Decoding Multiple Sclerosis DNA — a Friendly Guide to Today’s SNP Discoveries
Multiple sclerosis (MS) begins when an over-eager immune system chips away at the myelin that insulates nerve fibres. Environmental triggers such as low vitamin D, Epstein–Barr virus and smoking clearly matter, yet twin and family studies show that inheritance also tips the scales. Early linkage and candidate-gene screens revealed that several immunological genes—particularly those in the HLA region—mark people who go on to develop MS, setting the stage for genome-wide hunts for risk variants.
From one-gene hunts to genome-wide scans
Until the mid-2000 s, researchers chased plausible suspects one at a time, a strategy that often produced conflicting results. Genome-wide association studies (GWAS) changed the landscape by testing hundreds of thousands of single-nucleotide polymorphisms (SNPs) in a single sweep. GWAS quickly taught us that MS is polygenic: dozens of modest-effect variants, rather than one “master” mutation, collectively nudge disease risk.
The strongest non-HLA susceptibility signals
Across many GWAS, a handful of immune-related genes keep popping up. The T-cell cytokine-receptor genes IL7RA (rs6897932) and IL2RA (rs2104286) are the most consistently replicated; both influence how vigorously T cells respond to interleukins.
Variants in CLEC16A, CD58, CD6, CD40 and TNFRSF1A also emerge repeatedly, pointing to checkpoints that control antigen presentation, co-stimulation and inflammatory signalling.
Although each SNP alters risk by only a few percent, together they reinforce the view that MS is, at its core, an immune-mediated disorder.
A cautionary tale: the TNF-α promoter
One of the first MS SNPs studied was the –308 G/A change in the TNF-α promoter. The A-allele drives higher baseline TNF-α production, yet, paradoxically, appears less frequent in Serbian MS patients—an early reminder that the same cytokine can be friend or foe depending on biological context and population genetics.
Can your genome predict who benefits from interferon-β?

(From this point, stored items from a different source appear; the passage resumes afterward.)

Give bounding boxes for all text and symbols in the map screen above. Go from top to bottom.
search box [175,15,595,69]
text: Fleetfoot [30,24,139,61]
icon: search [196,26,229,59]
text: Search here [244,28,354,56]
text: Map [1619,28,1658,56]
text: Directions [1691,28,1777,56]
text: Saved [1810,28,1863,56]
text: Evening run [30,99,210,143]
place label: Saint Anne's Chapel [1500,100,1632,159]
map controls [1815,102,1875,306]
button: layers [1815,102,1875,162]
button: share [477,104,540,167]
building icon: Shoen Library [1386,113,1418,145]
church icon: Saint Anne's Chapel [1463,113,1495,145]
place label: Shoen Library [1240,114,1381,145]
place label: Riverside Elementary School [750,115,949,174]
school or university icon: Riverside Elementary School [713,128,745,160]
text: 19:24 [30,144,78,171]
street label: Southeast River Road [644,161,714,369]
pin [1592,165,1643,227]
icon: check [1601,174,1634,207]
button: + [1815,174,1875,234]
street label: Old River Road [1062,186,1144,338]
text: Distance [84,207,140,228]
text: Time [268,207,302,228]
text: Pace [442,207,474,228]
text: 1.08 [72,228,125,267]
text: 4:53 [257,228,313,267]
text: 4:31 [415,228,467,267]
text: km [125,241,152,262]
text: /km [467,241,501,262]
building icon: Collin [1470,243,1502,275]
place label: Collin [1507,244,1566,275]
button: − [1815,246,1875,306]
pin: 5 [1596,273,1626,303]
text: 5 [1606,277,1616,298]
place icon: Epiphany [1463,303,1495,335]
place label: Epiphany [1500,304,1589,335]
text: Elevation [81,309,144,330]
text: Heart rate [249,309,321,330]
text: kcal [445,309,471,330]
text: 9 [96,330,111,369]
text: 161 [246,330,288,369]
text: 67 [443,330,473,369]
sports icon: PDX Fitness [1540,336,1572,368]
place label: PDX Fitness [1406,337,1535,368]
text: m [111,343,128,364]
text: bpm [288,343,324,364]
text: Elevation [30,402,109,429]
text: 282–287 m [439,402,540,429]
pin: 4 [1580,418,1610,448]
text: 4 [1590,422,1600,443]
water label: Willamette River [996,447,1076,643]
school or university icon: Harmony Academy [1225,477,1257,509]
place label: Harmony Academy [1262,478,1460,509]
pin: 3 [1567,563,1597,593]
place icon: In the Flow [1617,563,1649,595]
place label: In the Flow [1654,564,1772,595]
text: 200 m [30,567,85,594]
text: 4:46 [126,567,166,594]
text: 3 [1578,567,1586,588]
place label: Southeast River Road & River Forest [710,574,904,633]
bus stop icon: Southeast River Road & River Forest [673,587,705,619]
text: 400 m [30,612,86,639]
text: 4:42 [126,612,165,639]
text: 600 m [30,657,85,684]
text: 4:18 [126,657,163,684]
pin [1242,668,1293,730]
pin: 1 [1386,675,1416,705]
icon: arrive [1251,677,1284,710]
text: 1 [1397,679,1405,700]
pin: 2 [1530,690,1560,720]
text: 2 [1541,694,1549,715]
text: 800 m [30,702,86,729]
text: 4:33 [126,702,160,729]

Interferon-β remains a first-line therapy, but roughly half of patients experience sub-optimal benefit or develop neutralising antibodies. Several pharmacogenomic screens point to the heparan-sulfate proteoglycan gene GPC5: carriers of the rs10492503 A-allele consistently show better clinical and MRI responses. Other promising, though smaller, signals lie in HAPLN1, COL25A1, GRIA3, CIT and ADAR. These results have yet to migrate into routine clinical testing, but they lay the groundwork for “test-before-treat” strategies.
One size does not fit all — the importance of ancestry
Meta-analyses show that both the size and sometimes even the direction of a SNP’s effect vary across European, Australian, African-American and Sardinian cohorts. For example, the IL2RA and IL7RA signals replicate strongly in northern Europeans but fade in some African-American studies. Similarly, different TNF promoter haplotypes dominate in Spanish, Hungarian and Turkish populations.

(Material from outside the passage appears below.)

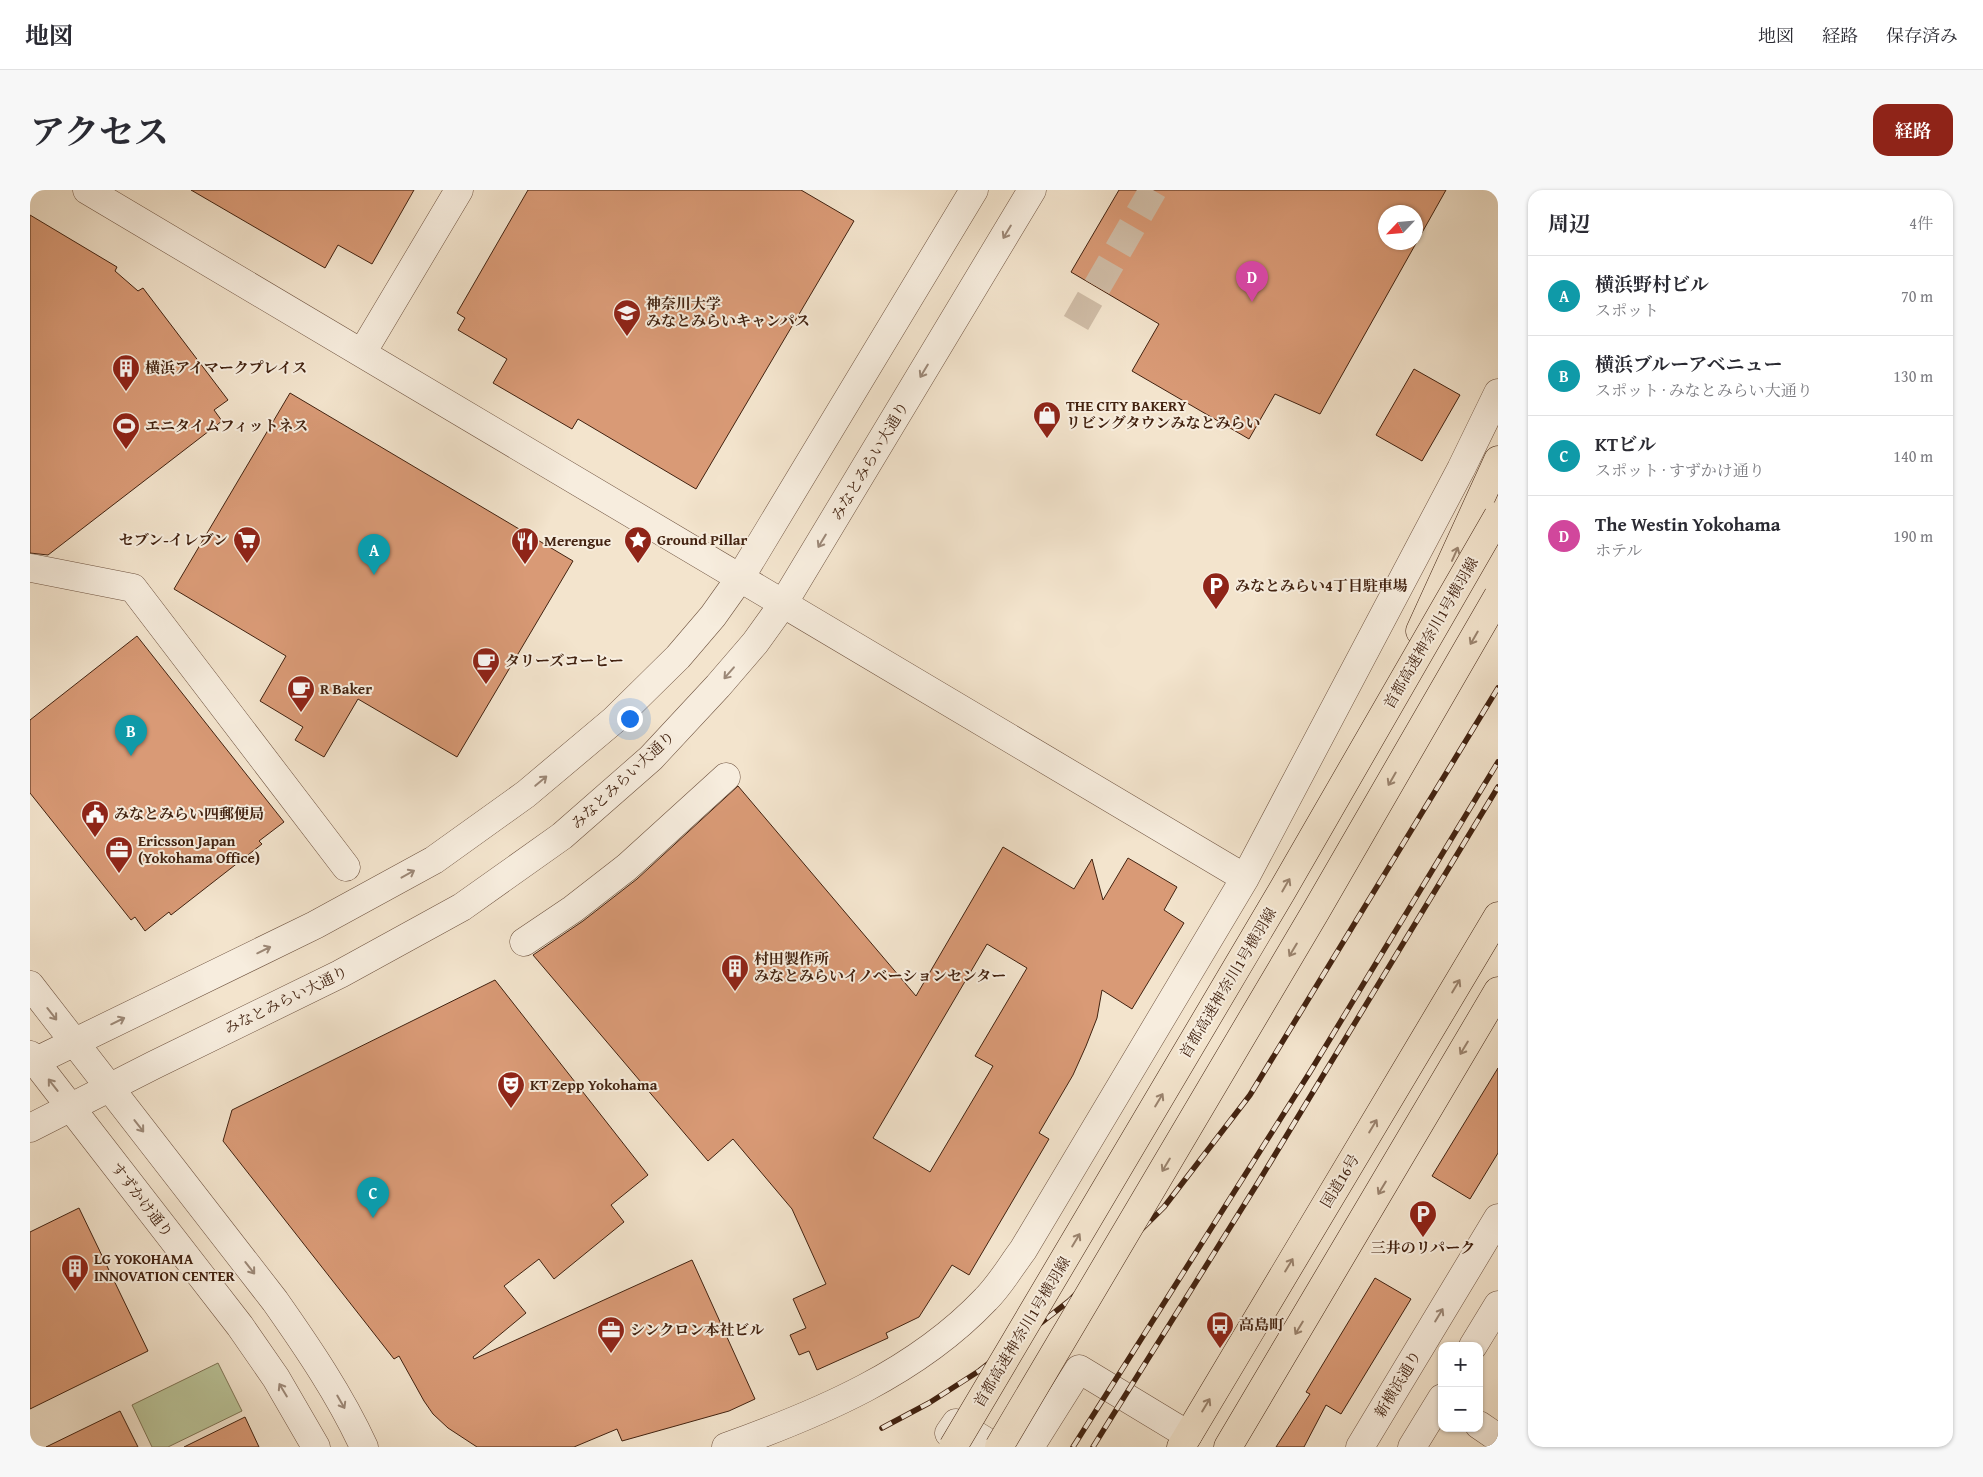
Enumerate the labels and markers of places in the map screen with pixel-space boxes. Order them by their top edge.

These disparities warn against over-generalising risk scores and highlight the need for region-specific research.
Where the field is heading
Larger international biobanks promise to capture rarer variants and better quantify gene–environment interactions. Functional follow-up—using CRISPR editing, single-cell RNA-seq and proteomics—aims to reveal how each risk allele rewires immune circuits. Finally, researchers are beginning to weave SNP data together with epigenetic marks, microbiome profiles and lifestyle factors, hoping to build integrated models that predict not just who gets MS but who will benefit from which therapy.
Key take-home messages
MS genetics is polygenic and immune-centric. Many small-effect SNPs, especially in cytokine and co-stimulatory pathways, collectively mould risk.
Population context matters. Always interpret genetic tests alongside ancestry and local allele frequencies.
Pharmacogenomics is emerging. Markers like GPC5 rs10492503 show promise for tailoring interferon-β therapy, but require validation in diverse cohorts.
We’re not done yet. Integrating genetics with functional studies and environmental data is the next leap toward personalised MS care.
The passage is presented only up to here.